2. Defendant-Employer, HP Racing, LLC, shall pay to Plaintiff a permanent partial impairment rating when and if, Plaintiff’s treating physician assigns one.
3. Defendant-Employer, HP Racing, LLC, shall pay for all related medical treatment, incurred or to be incurred, in accordance with the Industrial Commission’s medical fee schedule. Defendant-Employer, HP Racing, shall continue to provide medical treatment as recommended by Dr. William C. VanNess III including surgery, therapy and medications as may reasonably be required to effect a cure, provide relief or lessen Plaintiff’s period of disability.

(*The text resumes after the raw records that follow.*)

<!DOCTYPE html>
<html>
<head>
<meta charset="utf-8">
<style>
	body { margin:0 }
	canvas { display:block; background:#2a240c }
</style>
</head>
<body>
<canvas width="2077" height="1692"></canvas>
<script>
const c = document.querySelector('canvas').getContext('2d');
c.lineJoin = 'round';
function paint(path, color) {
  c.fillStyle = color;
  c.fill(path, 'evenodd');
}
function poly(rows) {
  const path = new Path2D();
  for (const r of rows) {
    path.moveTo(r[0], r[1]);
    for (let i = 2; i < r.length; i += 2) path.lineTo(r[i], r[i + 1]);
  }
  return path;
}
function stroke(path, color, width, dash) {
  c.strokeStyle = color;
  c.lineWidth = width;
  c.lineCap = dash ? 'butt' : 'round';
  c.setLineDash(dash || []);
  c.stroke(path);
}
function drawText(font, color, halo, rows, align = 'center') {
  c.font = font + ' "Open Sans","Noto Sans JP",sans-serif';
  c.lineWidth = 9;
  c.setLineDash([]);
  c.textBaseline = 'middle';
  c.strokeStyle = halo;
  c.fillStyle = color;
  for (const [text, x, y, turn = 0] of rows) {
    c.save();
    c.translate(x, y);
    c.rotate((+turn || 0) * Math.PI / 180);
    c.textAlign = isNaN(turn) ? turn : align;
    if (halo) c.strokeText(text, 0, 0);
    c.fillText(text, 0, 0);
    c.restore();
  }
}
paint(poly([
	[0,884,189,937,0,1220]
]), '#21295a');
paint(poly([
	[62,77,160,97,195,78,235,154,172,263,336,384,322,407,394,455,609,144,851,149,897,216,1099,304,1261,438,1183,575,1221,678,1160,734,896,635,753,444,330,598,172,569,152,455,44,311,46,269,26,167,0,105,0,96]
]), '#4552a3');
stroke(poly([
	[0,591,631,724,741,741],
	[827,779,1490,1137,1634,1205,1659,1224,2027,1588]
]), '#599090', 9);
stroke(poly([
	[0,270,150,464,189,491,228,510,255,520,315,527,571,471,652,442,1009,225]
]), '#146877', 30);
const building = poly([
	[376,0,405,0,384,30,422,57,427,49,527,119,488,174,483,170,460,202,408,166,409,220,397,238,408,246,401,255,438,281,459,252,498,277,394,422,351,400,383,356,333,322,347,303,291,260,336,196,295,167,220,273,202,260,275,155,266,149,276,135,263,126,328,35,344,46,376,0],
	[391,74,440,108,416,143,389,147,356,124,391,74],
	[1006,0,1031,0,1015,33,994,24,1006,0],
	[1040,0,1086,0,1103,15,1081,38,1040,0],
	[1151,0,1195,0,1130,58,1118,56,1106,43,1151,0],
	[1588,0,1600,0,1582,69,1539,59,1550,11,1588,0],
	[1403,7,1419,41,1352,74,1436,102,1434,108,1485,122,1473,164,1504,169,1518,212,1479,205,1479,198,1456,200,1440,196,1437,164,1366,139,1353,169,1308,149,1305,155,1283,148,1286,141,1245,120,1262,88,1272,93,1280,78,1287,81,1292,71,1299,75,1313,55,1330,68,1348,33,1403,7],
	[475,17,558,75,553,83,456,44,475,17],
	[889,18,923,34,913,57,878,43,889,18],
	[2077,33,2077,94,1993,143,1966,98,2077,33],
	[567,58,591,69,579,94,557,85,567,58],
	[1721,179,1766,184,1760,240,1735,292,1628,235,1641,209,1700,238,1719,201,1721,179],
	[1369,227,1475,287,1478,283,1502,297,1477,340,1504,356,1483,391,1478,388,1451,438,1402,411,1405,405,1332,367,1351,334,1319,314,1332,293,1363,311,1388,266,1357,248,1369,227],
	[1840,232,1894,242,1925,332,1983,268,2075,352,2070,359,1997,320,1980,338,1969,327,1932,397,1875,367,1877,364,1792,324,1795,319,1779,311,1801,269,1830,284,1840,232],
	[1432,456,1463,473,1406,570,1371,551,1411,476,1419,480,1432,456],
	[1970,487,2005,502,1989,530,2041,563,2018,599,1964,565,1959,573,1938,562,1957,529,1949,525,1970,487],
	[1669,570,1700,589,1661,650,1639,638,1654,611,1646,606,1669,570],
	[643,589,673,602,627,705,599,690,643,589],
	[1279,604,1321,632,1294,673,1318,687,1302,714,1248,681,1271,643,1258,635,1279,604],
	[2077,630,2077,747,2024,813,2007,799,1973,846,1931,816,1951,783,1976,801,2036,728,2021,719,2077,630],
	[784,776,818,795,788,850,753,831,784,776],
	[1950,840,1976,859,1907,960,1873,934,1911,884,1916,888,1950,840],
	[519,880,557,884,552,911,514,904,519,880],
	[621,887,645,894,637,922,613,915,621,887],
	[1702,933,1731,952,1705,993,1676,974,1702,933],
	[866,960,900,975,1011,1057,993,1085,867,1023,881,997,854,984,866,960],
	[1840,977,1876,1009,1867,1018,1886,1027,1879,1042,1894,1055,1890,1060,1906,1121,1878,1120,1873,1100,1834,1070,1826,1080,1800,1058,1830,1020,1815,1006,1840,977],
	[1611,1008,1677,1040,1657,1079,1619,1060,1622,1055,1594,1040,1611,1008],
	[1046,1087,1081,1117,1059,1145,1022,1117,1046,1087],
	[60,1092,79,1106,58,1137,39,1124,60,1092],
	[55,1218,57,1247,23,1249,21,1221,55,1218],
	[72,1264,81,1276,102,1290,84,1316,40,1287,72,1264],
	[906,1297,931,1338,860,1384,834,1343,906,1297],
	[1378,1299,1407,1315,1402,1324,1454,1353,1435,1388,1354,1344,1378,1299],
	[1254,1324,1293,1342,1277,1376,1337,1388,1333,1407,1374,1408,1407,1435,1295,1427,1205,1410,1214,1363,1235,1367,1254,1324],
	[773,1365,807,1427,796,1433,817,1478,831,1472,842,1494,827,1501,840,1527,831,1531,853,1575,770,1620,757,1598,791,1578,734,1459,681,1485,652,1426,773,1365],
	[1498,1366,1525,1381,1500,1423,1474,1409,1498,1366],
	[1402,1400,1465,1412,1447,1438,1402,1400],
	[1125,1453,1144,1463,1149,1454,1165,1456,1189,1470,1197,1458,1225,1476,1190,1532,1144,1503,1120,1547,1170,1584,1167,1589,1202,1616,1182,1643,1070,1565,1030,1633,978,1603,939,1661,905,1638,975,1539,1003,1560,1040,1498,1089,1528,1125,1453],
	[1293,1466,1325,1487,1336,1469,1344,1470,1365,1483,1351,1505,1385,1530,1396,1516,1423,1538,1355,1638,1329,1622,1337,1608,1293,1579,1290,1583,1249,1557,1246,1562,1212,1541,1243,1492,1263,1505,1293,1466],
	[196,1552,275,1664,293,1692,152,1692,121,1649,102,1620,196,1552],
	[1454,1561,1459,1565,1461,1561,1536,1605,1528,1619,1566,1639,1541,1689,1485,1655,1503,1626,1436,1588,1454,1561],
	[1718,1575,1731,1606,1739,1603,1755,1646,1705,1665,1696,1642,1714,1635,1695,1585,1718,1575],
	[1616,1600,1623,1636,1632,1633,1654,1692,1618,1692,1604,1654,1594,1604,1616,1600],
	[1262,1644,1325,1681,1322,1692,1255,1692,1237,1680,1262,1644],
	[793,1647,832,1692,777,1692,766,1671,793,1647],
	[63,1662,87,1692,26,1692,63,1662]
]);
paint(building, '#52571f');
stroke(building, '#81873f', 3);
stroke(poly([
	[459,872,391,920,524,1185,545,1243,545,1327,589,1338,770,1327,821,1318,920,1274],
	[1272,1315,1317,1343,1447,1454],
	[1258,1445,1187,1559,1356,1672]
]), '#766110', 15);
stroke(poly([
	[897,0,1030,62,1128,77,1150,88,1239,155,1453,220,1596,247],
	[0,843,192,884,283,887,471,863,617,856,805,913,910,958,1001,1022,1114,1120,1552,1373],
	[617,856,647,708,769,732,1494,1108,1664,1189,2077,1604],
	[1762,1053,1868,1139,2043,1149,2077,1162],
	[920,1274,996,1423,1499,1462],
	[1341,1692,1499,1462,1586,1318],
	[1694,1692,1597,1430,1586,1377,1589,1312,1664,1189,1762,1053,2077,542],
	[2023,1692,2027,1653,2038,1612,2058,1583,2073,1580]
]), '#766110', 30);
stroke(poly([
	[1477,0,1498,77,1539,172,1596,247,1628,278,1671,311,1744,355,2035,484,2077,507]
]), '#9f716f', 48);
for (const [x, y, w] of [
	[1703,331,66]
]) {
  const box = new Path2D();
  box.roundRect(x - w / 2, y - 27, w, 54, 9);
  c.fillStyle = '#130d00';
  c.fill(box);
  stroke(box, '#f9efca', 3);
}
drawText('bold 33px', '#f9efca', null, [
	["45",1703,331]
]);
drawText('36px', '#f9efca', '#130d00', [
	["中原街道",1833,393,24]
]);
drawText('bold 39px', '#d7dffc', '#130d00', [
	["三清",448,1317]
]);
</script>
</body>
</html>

4. An attorney’s fee of 25% is awarded to Plaintiff’s counsel. Defendant-Employer, HP Racing LLC, shall deduct the fee awarded and pay the same directly to counsel.
5. An additional twenty-five percent (25%) attorney’s fee is hereby awarded for unreasonable denial of this claim.
6. Defendant-Employer, HP Racing, LLC, is ordered to pay the State of North Carolina penalties for the sum of $12,350.00 which represents $50.00 per day from February 22, 2011 to October 27, 2011 that Defendant-Employer neglected to secure workers’ compensation coverage in accordance with the Workers’ Compensation Act.
7. An additional penalty of 100% of the amount of the compensation due to Plaintiff in this matter, is assessed against Randy Humphrey and Phil Parsons, individually, for failing to comply with N.C. Gen. Stat. §97-93. A check in the amount of $25,257.37 (TTD of $25,257.37(as of May 9, 2012) + PPD ? + Meds ? = $25,257.37) shall be made payable to the North Carolina Industrial Commission and sent directly to Assistant Attorney General, Sneed, at the Fraud Unit of the North Carolina Industrial Commission.
8. Defendant-Employer shall pay all costs.
This matter is hereby ORDERED REMOVED from the active hearing docket.